* WORK ORDER
Each line in the entries below that holds the word "stream" belongs in the answer.

(Items from a data source)
* * * * * * * * *
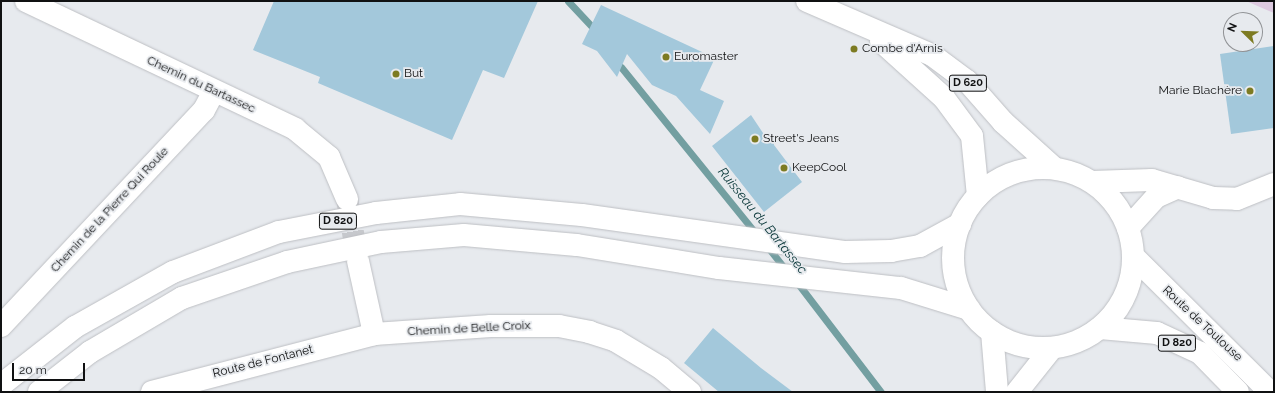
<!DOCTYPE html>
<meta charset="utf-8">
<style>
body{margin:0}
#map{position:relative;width:1275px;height:393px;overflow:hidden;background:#e7eaee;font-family:Raleway,sans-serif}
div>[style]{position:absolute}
.green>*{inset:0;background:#dcc9df}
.stream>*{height:7px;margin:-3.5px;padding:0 3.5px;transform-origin:3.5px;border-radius:3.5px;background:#739fa1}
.building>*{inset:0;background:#a3c8db}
.minor-tunnel>*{height:22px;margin-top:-11px;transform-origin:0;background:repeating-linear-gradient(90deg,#c7c9cd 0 22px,transparent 0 33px)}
.roads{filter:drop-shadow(0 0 1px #bdbfc3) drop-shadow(0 0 1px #bdbfc3)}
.minor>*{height:22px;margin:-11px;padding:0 11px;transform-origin:11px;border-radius:11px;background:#fff}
.primary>*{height:22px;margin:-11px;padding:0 11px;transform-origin:11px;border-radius:11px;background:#fff}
.primary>.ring{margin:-11px;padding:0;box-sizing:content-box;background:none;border:22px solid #fff;border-radius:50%}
.dots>*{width:11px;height:11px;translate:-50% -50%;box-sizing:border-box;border:2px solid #e7eaee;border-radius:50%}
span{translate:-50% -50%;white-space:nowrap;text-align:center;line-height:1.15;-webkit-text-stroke:3.5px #e7eaee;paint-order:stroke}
.shield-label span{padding:1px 3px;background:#e7eaee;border:1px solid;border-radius:3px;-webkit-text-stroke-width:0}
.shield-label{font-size:11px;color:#101112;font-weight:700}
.poi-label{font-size:12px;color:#101112}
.left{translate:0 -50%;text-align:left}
.right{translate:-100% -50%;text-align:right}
.street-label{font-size:12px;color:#101112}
.water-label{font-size:13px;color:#033234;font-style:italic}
.frame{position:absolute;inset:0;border:2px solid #101112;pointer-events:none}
.north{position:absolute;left:1223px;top:12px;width:40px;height:40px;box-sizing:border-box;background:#e7eaee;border:1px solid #919396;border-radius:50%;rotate:293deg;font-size:11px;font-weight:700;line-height:16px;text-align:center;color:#101112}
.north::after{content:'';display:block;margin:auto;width:14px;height:18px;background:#7d7b22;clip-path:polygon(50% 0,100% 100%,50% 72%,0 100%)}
.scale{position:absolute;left:12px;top:363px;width:73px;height:18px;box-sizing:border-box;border:2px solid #101112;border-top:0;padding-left:5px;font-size:12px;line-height:14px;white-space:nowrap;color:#101112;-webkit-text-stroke:3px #e7eaee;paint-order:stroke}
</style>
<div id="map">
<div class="green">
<i style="clip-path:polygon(1246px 1px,1274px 1px,1274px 13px)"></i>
</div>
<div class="stream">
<i style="left:568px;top:1px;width:34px;rotate:47deg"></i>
<i style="left:621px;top:67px;width:216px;rotate:51deg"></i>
<i style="left:767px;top:246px;width:31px;rotate:52deg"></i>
<i style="left:796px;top:281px;width:140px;rotate:52.6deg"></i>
</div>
<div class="building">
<i style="clip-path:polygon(274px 1px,538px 1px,504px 78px,483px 70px,452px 140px,318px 83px,320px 77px,253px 50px)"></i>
<i style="clip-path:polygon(601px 5px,715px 58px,700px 90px,724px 101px,710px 134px,676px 96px,652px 85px,627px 54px,617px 77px,597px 51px,582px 44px)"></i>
<i style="clip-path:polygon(1274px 46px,1274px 128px,1231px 134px,1220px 54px)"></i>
<i style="clip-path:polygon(751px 115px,765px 136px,774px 137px,774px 145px,802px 182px,764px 212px,712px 146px)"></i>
<i style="clip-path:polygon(713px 328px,761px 368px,793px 392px,719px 392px,684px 363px)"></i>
</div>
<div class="minor-tunnel">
<i style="left:347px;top:199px;width:63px;rotate:79.9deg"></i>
</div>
<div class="roads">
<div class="minor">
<i style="left:26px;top:1px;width:298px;rotate:25.4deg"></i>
<i style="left:295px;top:129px;width:44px;rotate:39.5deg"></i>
<i style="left:329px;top:157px;width:46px;rotate:66.8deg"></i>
<i style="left:1092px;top:182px;width:60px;rotate:-1.9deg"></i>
<i style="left:1152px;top:180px;width:64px;rotate:16.4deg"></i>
<i style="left:1213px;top:198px;width:24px;rotate:2deg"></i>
<i style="left:1237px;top:199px;width:40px;rotate:-22deg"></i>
<i style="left:1128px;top:228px;width:42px;rotate:-47.9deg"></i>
<i style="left:1156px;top:197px;width:24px;rotate:-24deg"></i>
<i style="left:358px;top:261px;width:75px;rotate:77.6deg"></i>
<i style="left:1px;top:326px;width:296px;rotate:-46.8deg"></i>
<i style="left:204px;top:110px;width:21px;rotate:-62deg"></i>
<i style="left:992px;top:332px;width:60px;rotate:85.2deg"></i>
<i style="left:152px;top:392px;width:229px;rotate:-14.6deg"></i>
<i style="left:374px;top:334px;width:117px;rotate:-3.9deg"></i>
<i style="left:491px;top:326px;width:68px"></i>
<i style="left:559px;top:326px;width:31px;rotate:11deg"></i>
<i style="left:589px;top:332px;width:28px;rotate:18deg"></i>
<i style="left:616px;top:341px;width:52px;rotate:31deg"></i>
<i style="left:661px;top:368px;width:38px;rotate:40deg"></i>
<i style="left:1017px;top:392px;width:56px;rotate:-51.5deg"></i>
</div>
<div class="primary">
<i style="left:807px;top:1px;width:136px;rotate:23.4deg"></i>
<i style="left:932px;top:55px;width:44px;rotate:36.6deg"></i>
<i style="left:967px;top:81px;width:55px;rotate:48.7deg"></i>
<i style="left:1003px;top:122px;width:69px;rotate:42deg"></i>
<i style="left:881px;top:41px;width:85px;rotate:42.1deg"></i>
<i style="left:944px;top:98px;width:47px;rotate:53.6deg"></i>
<i style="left:972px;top:136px;width:60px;rotate:84.3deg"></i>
<i class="ring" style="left:953px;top:168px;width:158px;height:158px"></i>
<i style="left:1133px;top:256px;width:193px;rotate:44.8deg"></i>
<i style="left:1100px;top:328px;width:57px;rotate:5deg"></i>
<i style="left:1157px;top:333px;width:47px;rotate:24.9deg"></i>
<i style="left:1200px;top:353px;width:54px;rotate:45.7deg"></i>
<i style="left:1px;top:385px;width:94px;rotate:-38.1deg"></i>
<i style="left:75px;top:327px;width:112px;rotate:-29.3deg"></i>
<i style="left:173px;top:272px;width:113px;rotate:-20.7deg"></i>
<i style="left:279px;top:232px;width:99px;rotate:-11.1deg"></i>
<i style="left:376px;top:213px;width:84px;rotate:-6.1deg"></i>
<i style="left:460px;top:204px;width:122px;rotate:5.2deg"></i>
<i style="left:582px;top:215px;width:266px;rotate:8deg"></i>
<i style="left:845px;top:252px;width:46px;rotate:-1.2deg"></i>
<i style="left:891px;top:251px;width:29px;rotate:-10deg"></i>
<i style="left:920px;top:246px;width:46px;rotate:-28.8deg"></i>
<i style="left:39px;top:392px;width:65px;rotate:-38.1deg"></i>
<i style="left:90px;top:352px;width:107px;rotate:-30.4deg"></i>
<i style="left:182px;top:298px;width:111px;rotate:-18.9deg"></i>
<i style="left:287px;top:262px;width:96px;rotate:-12deg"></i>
<i style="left:381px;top:242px;width:83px;rotate:-4.8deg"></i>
<i style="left:464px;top:235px;width:113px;rotate:5.1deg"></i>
<i style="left:577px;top:245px;width:144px;rotate:9.2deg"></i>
<i style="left:719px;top:268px;width:183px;rotate:6.3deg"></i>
<i style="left:901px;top:288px;width:71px;rotate:17.2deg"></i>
</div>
</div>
<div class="dots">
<i style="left:854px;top:49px;background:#7d7b22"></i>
<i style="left:666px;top:57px;background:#7d7b22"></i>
<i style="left:396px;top:74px;background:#7d7b22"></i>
<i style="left:1250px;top:91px;background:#7d7b22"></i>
<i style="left:755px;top:139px;background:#7d7b22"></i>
<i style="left:784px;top:168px;background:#7d7b22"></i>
</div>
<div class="shield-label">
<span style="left:968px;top:83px">D 620</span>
<span style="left:338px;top:221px">D 820</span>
<span style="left:1177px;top:343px">D 820</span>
</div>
<div class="poi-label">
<span class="left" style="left:862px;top:49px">Combe d'Arnis</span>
<span class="left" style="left:674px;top:57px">Euromaster</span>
<span class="left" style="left:404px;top:74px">But</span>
<span class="right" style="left:1242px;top:91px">Marie Blachère</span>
<span class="left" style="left:763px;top:139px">Street's Jeans</span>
<span class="left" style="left:792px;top:168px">KeepCool</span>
</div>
<div class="street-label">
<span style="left:201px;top:85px;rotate:25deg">Chemin du Bartassec</span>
<span style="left:110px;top:210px;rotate:-47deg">Chemin de la Pierre Qui Roule</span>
<span style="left:1202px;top:324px;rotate:43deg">Route de Toulouse</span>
<span style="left:469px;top:329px;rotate:-3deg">Chemin de Belle Croix</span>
<span style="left:263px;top:362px;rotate:-14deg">Route de Fontanet</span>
</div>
<div class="water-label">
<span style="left:762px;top:221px;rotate:51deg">Ruisseau du Bartassec</span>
</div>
<div class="frame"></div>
<div class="north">N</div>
<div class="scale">20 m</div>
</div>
* * * * * * * * *
* ANSWER BOX
.stream>*{height:7px;margin:-3.5px;padding:0 3.5px;transform-origin:3.5px;border-radius:3.5px;background:#739fa1}
<div class="stream">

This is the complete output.